Cavendish filed a protest following Friday’s stage, charging that Farrar and Quick Step’s Weylandt boxed him in during the intermediate points sprint and suggested the pair is working together against him. Race judges didn’t rule on the protest because they couldn’t review it on TV, but Cavendish stirred the pot with post-race comments.
“That’s ridiculous. That makes me angry to hear that. There’s nothing like that going on. Sure, I’ve been going for all the sprints to try to win the points jersey, from the help of my team and my team only,” Farrar told VeloNews. “That’s not cool for him to say that. I don’t appreciate him to make it like I am doing something inappropriate in the sprints. I pride myself in doing clean sprints. If someone beats me straight up in a sprint, I am the first to congratulate them.”
Farrar defended his comportment during the first intermediate sprint, when he won ahead of Wouter and with Cavendish crossing the line third.

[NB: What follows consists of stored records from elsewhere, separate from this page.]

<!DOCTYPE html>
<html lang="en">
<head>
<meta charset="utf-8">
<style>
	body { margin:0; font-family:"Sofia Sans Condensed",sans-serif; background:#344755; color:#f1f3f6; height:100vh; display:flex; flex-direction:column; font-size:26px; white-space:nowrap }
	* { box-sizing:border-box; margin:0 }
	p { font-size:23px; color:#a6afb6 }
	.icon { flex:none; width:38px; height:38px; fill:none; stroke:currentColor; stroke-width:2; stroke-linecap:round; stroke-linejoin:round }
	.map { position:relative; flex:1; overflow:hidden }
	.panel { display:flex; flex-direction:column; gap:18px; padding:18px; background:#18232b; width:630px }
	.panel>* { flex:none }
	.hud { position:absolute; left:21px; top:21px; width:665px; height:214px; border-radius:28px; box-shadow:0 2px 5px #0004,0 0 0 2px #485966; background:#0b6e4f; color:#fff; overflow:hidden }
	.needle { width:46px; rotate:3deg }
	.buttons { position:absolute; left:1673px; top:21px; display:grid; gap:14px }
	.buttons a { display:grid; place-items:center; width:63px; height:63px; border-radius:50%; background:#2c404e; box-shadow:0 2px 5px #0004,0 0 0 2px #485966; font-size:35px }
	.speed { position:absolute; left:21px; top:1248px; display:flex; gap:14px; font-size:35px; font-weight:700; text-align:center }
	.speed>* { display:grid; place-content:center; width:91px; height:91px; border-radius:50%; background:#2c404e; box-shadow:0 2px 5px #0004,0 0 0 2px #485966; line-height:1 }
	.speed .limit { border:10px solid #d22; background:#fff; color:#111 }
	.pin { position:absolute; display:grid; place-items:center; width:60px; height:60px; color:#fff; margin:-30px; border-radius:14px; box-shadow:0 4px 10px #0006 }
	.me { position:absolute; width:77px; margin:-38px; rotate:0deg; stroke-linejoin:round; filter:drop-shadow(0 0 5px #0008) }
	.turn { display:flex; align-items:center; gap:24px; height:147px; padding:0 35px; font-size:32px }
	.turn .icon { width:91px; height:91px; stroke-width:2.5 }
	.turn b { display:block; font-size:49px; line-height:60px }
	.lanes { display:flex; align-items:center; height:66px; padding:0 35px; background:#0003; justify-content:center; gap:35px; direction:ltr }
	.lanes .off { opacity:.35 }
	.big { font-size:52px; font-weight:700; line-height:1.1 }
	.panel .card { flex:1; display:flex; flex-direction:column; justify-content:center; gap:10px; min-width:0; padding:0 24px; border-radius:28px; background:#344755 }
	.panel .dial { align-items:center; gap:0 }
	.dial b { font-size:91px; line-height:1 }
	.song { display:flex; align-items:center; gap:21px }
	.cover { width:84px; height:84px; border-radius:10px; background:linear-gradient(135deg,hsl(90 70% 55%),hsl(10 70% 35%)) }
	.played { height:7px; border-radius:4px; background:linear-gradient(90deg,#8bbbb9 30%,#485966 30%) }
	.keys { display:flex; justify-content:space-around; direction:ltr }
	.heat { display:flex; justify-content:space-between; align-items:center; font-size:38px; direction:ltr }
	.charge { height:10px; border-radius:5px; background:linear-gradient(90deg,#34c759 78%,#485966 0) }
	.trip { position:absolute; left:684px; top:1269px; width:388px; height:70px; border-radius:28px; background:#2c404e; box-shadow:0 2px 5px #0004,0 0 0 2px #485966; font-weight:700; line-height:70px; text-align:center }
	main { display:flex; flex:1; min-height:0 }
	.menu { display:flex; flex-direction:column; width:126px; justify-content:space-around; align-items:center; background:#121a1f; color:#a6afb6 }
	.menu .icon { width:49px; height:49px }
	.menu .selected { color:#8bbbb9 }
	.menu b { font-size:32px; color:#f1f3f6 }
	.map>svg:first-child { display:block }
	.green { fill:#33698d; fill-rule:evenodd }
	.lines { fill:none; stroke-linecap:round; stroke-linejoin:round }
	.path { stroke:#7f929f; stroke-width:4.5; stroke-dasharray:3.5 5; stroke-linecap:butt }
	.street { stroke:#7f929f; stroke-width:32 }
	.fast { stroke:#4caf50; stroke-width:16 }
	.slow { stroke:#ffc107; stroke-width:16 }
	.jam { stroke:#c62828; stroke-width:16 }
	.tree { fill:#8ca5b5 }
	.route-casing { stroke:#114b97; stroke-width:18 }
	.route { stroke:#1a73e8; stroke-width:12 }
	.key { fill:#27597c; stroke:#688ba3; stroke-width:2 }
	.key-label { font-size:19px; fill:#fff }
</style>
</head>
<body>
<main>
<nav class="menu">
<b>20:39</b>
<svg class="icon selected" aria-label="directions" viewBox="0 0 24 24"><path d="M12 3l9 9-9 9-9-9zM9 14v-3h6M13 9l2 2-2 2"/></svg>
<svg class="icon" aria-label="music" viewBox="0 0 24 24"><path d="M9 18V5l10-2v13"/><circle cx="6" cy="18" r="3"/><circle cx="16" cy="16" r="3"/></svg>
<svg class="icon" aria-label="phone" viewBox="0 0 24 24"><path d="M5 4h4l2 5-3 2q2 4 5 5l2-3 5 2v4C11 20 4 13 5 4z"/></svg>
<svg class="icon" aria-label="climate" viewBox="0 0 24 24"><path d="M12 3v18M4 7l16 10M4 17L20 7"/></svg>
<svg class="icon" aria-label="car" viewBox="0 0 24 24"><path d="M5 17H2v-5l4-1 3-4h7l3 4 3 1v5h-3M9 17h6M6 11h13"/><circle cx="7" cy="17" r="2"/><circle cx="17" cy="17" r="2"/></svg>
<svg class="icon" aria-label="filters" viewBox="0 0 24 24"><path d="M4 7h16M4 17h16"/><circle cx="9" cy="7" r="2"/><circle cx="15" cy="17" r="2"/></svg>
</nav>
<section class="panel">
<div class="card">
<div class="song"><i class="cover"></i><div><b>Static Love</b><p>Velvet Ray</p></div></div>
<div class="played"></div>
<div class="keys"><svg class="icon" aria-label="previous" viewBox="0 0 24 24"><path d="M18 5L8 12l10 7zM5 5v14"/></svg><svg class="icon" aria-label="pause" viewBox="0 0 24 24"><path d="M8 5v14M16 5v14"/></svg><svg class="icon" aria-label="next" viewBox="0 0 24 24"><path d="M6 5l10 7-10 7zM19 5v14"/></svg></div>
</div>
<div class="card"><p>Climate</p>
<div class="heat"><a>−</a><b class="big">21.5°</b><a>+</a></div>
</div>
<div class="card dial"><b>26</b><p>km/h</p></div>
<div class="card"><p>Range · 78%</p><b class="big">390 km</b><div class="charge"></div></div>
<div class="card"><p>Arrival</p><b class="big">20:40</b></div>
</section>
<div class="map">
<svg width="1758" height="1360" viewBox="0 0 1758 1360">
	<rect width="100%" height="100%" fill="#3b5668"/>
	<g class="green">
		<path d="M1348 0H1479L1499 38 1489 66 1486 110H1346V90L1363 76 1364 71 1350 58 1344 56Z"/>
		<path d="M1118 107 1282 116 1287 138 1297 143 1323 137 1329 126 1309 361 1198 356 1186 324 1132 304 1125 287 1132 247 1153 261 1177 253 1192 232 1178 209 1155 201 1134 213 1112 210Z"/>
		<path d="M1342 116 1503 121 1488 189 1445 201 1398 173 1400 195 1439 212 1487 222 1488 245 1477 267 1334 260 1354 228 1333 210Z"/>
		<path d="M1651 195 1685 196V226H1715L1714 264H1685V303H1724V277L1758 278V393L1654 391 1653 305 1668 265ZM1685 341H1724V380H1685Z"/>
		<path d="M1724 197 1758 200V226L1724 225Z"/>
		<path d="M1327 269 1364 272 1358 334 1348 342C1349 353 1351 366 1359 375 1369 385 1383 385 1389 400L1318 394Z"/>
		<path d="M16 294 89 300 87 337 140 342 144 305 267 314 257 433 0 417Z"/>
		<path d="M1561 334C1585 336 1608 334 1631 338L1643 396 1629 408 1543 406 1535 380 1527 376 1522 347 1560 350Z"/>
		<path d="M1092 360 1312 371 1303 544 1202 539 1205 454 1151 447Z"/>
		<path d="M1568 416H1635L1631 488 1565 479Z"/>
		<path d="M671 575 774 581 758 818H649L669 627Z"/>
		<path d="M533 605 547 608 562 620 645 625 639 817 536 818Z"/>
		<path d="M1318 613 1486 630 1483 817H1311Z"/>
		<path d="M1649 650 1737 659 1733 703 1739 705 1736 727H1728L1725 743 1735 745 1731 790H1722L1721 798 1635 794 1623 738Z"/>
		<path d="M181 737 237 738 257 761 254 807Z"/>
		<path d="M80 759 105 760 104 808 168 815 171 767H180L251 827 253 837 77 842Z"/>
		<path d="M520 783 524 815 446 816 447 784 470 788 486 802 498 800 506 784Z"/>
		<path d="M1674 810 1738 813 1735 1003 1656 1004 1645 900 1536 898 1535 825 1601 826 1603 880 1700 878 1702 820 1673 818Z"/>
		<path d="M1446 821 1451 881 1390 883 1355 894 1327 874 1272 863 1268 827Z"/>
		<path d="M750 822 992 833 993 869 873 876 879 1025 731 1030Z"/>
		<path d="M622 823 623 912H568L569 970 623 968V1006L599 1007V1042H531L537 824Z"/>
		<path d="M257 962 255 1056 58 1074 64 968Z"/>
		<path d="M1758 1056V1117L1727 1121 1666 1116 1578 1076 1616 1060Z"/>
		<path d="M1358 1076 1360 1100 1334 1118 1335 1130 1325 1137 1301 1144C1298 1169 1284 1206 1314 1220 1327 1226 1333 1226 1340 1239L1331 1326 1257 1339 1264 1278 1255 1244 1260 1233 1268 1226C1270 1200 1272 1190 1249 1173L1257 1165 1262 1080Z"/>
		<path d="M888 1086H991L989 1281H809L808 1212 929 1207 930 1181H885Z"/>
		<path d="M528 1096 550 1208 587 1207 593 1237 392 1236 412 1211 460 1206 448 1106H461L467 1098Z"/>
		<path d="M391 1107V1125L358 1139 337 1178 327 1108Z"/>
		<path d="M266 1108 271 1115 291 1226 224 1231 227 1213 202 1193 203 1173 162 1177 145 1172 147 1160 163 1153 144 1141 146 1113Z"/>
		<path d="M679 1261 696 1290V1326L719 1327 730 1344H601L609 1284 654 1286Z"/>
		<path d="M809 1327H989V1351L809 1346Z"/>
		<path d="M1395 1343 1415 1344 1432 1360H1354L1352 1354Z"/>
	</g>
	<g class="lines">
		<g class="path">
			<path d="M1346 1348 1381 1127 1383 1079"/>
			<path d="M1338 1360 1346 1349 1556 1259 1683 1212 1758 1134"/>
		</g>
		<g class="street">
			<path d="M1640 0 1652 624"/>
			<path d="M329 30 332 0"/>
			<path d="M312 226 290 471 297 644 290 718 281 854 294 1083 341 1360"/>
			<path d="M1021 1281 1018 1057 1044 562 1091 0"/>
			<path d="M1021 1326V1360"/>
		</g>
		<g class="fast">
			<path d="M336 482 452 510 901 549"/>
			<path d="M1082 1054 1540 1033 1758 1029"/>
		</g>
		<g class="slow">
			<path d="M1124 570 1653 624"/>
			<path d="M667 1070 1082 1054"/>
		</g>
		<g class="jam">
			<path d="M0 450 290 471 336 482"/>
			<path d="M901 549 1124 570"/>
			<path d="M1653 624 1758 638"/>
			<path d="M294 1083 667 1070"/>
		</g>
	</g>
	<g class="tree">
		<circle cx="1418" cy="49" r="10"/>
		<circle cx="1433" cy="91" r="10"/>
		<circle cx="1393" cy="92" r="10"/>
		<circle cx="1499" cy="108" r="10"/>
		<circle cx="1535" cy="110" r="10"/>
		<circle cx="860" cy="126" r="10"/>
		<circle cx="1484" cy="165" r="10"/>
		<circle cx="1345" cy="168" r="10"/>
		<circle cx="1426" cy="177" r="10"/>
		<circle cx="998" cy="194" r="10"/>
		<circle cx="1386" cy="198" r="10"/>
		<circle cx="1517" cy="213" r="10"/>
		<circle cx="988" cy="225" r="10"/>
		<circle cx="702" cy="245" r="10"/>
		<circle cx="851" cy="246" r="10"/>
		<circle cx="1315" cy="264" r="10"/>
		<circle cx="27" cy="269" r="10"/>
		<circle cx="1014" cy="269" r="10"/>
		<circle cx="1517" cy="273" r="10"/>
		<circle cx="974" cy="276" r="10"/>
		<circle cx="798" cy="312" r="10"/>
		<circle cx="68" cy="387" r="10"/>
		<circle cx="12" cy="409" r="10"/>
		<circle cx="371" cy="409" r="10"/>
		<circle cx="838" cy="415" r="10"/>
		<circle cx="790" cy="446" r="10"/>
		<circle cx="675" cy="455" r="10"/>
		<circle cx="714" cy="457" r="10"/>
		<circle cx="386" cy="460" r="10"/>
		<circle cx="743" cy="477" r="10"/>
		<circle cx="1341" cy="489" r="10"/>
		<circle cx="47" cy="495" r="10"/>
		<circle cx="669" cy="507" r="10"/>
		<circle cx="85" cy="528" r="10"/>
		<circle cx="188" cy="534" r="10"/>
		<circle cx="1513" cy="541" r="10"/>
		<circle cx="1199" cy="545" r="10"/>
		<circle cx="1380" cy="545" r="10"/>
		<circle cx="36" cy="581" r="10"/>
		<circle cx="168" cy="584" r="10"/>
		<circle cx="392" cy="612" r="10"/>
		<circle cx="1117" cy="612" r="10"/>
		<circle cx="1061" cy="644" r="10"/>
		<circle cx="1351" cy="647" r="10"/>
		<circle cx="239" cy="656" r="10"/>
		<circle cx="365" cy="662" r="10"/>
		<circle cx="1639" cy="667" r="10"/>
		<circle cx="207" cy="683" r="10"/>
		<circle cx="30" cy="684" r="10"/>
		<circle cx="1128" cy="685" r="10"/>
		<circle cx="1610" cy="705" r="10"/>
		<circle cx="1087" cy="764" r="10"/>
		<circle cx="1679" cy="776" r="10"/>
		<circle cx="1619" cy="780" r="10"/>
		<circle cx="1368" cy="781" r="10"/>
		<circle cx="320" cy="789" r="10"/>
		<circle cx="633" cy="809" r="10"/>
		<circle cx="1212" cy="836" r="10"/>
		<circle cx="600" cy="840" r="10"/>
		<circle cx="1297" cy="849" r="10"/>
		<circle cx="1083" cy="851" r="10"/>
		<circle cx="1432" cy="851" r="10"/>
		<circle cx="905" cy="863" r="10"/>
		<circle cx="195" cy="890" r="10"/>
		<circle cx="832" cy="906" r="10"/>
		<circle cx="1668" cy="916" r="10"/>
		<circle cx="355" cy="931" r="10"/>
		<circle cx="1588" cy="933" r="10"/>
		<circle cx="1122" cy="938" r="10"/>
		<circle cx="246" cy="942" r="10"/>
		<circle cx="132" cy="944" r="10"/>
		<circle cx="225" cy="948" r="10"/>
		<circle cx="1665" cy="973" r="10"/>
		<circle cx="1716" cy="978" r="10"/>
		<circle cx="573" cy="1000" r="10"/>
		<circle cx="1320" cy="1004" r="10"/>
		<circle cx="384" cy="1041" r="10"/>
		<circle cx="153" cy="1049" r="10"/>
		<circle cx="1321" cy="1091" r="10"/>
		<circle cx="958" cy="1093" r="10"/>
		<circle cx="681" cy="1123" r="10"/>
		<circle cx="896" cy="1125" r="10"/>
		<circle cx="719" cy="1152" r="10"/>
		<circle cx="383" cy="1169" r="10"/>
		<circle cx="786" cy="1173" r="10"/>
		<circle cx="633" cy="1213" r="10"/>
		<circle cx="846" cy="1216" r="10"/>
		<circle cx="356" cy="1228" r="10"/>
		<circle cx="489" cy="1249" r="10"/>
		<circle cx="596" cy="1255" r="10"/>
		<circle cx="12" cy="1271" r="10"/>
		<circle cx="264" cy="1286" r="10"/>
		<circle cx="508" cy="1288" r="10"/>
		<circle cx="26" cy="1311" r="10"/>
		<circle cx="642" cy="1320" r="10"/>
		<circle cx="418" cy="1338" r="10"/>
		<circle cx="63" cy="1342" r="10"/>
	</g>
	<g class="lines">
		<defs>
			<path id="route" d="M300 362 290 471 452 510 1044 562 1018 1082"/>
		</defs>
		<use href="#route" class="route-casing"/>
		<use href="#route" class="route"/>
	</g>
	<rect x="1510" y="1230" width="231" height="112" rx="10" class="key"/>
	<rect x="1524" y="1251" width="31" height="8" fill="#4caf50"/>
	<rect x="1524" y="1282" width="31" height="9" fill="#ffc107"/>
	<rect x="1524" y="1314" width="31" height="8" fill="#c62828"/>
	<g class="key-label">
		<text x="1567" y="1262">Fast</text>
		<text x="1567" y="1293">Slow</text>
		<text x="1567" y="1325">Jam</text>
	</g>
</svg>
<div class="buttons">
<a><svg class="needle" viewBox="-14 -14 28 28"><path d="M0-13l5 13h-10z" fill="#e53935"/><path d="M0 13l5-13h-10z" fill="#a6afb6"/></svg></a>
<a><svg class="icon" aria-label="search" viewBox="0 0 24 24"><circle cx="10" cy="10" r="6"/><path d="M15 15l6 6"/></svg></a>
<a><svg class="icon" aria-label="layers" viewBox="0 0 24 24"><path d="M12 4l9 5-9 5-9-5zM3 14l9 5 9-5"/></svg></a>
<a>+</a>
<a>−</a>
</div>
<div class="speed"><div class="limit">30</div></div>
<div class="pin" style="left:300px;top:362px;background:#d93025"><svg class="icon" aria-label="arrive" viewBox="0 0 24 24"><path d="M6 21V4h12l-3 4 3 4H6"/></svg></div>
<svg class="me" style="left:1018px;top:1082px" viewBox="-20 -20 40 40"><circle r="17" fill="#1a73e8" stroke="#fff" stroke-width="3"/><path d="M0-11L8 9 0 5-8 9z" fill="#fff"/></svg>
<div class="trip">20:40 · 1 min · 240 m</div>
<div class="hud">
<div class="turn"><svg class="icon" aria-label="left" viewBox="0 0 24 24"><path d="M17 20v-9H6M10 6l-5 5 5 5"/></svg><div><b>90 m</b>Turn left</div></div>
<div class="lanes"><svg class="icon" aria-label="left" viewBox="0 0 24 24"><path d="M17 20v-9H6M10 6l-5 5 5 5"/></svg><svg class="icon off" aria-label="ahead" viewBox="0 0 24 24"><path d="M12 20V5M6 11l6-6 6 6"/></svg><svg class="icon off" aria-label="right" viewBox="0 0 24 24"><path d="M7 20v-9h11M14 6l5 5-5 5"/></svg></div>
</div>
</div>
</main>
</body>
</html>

“Wouylandt went hard and I came off him. We were racing in a straight line and Mark tried to split the middle when there was no room. He almost crashed,” Farrar explained. “We were riding in a straight line. He tried to go through a gap that wasn’t there.”
Farrar and Cavendish have developed into one of the top sprint rivalry of today’s generation. They’ve always seemed to have gotten along on and off the bike, but Farrar said Cavendish went too far with comments Friday.
“I’ve always gotten along with (Cavendish). We chat during the race, but this isn’t the first time that he’s been friendly to my face and then say some negative things about me in the press,” Farrar said. “It’s too bad for him that I’ve beaten him a in a couple sprints at this Vuelta. Maybe it’s hard for his ego, but that doesn’t give him the right to slander my reputation.”
Farrar is enjoying a fine Vuelta, winning a stage and promising to ride all the way to Madrid to battle for the points jersey before reloading for the world championships. He lamented the finale of Friday’s sprint into Burgos, when he over-cooked the final corner with 550m to go and lost out on points that might cost him a shot at the jersey.
“I kind of botched the last turn. It will be difficult to get the points back now. We’ll keep fighting,” Farrar explained. “I’ll stay in the Vuelta until Madrid. There are two from the end to the worlds, that’s enough time to recover. Up to this point I am feeling good. There are a lot of sprints in the final week, so it makes sense to stick around.”